• Assignment: Report back every line of the entries that contains "serif", exactly as written.

• Given information:
******************************
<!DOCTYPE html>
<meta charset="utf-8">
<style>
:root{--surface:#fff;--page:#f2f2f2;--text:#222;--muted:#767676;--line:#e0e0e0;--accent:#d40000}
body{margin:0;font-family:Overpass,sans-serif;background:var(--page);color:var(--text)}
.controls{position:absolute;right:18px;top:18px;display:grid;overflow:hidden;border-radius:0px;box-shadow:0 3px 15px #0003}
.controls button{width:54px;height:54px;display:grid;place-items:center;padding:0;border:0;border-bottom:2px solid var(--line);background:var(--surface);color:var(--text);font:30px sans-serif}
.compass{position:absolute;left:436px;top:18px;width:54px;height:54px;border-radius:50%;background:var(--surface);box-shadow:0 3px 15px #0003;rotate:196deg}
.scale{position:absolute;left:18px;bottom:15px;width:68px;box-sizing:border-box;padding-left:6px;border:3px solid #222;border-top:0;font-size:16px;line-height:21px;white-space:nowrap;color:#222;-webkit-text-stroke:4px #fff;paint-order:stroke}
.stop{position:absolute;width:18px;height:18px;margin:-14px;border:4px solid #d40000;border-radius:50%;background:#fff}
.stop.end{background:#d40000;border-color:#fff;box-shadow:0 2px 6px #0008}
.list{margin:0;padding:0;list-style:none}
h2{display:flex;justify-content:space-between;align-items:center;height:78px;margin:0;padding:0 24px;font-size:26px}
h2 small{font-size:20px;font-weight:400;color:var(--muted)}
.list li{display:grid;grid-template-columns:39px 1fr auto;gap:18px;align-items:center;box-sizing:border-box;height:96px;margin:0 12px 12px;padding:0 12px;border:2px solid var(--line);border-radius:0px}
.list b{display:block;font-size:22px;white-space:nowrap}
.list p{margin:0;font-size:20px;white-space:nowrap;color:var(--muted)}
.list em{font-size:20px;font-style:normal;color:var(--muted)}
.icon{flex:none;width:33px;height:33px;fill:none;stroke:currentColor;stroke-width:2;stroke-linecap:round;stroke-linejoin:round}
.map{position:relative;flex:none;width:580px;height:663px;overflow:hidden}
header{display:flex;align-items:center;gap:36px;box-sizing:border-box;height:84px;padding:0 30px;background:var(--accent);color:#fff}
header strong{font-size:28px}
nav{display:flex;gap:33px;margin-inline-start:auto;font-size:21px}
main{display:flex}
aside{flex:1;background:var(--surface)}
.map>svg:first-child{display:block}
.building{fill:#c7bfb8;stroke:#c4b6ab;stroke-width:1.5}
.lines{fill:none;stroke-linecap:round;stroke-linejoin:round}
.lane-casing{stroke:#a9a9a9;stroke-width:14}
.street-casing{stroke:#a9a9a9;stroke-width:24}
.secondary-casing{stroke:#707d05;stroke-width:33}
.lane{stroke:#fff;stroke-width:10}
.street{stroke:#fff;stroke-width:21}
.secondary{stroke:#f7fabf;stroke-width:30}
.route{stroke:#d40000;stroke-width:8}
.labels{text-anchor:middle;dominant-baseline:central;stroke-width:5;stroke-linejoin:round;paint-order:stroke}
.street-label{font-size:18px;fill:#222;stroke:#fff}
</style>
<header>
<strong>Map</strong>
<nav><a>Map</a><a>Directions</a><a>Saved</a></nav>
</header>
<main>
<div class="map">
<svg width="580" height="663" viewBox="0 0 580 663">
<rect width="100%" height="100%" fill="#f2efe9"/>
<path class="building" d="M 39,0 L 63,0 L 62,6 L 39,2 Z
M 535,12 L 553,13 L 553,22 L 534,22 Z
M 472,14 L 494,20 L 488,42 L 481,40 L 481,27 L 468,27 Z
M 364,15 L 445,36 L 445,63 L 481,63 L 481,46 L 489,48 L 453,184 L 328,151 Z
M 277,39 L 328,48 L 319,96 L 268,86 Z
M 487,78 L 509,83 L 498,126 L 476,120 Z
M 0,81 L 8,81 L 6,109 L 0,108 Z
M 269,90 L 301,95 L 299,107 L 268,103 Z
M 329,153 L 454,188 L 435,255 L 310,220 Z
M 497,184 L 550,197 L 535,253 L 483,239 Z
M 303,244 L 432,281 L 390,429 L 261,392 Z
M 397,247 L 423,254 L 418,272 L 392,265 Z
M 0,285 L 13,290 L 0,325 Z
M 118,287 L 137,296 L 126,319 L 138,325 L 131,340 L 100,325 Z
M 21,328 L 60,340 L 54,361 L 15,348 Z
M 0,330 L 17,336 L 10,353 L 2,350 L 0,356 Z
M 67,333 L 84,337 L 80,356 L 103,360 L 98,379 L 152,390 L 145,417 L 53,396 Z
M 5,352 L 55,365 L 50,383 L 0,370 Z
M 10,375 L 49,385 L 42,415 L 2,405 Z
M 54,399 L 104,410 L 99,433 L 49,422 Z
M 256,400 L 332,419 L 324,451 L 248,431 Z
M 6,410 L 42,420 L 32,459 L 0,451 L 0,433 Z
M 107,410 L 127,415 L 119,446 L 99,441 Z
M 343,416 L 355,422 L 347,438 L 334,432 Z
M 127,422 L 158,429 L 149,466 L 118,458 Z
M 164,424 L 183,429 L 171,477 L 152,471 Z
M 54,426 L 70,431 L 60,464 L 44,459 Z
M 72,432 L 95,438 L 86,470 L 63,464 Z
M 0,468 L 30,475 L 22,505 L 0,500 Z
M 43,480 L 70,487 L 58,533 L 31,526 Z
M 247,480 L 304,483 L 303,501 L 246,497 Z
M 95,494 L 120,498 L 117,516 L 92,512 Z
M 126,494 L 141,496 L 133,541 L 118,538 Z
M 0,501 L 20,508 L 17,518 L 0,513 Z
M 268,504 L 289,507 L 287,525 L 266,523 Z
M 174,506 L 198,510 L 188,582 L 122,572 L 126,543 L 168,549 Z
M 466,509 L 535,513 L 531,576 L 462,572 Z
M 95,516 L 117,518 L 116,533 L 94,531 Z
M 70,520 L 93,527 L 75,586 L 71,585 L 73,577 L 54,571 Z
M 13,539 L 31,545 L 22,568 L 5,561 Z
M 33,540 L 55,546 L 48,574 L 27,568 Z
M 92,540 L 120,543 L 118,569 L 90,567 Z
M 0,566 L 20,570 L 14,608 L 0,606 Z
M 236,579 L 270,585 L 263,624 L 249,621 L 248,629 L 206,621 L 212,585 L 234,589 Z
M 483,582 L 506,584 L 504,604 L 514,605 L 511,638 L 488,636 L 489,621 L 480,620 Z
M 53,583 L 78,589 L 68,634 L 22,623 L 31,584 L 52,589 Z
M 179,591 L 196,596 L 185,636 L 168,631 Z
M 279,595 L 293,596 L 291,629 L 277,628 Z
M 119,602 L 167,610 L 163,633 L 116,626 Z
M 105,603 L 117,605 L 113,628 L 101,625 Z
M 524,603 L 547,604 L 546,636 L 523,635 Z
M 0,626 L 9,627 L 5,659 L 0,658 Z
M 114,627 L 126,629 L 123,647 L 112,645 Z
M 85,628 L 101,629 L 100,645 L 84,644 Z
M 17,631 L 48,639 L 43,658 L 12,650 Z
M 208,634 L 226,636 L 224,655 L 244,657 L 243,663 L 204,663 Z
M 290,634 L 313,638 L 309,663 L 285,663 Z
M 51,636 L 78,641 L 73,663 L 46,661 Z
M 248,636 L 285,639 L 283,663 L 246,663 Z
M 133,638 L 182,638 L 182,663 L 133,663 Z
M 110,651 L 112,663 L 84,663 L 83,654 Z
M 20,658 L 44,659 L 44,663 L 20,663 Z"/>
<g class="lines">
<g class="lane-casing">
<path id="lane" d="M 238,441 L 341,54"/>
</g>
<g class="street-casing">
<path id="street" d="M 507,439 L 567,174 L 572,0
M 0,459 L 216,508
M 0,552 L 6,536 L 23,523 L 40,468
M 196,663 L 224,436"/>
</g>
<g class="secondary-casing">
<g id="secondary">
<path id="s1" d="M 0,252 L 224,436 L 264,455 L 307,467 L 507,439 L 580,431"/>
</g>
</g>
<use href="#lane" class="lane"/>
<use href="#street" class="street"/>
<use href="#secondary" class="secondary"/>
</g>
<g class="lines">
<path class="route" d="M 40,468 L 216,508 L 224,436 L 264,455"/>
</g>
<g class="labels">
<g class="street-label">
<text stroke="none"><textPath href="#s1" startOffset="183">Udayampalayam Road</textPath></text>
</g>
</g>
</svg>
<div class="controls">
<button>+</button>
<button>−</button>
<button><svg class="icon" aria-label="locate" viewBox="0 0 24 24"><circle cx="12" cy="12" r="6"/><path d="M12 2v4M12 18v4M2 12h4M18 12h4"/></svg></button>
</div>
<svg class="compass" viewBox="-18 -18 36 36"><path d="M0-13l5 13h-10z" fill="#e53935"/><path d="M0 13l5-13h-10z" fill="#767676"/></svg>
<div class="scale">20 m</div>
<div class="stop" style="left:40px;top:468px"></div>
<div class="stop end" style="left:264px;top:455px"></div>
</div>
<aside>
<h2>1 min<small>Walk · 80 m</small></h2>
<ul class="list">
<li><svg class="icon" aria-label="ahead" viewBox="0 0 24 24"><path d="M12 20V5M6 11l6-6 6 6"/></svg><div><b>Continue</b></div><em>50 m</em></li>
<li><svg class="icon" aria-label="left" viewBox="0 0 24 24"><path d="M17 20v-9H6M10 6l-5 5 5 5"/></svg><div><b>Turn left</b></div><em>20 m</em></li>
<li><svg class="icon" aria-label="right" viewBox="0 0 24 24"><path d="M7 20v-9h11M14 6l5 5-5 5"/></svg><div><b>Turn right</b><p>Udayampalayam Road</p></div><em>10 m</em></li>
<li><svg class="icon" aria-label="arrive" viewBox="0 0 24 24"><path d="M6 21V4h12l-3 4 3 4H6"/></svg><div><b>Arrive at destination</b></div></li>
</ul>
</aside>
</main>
******************************
• Answer to this problem:
body{margin:0;font-family:Overpass,sans-serif;background:var(--page);color:var(--text)}
.controls button{width:54px;height:54px;display:grid;place-items:center;padding:0;border:0;border-bottom:2px solid var(--line);background:var(--surface);color:var(--text);font:30px sans-serif}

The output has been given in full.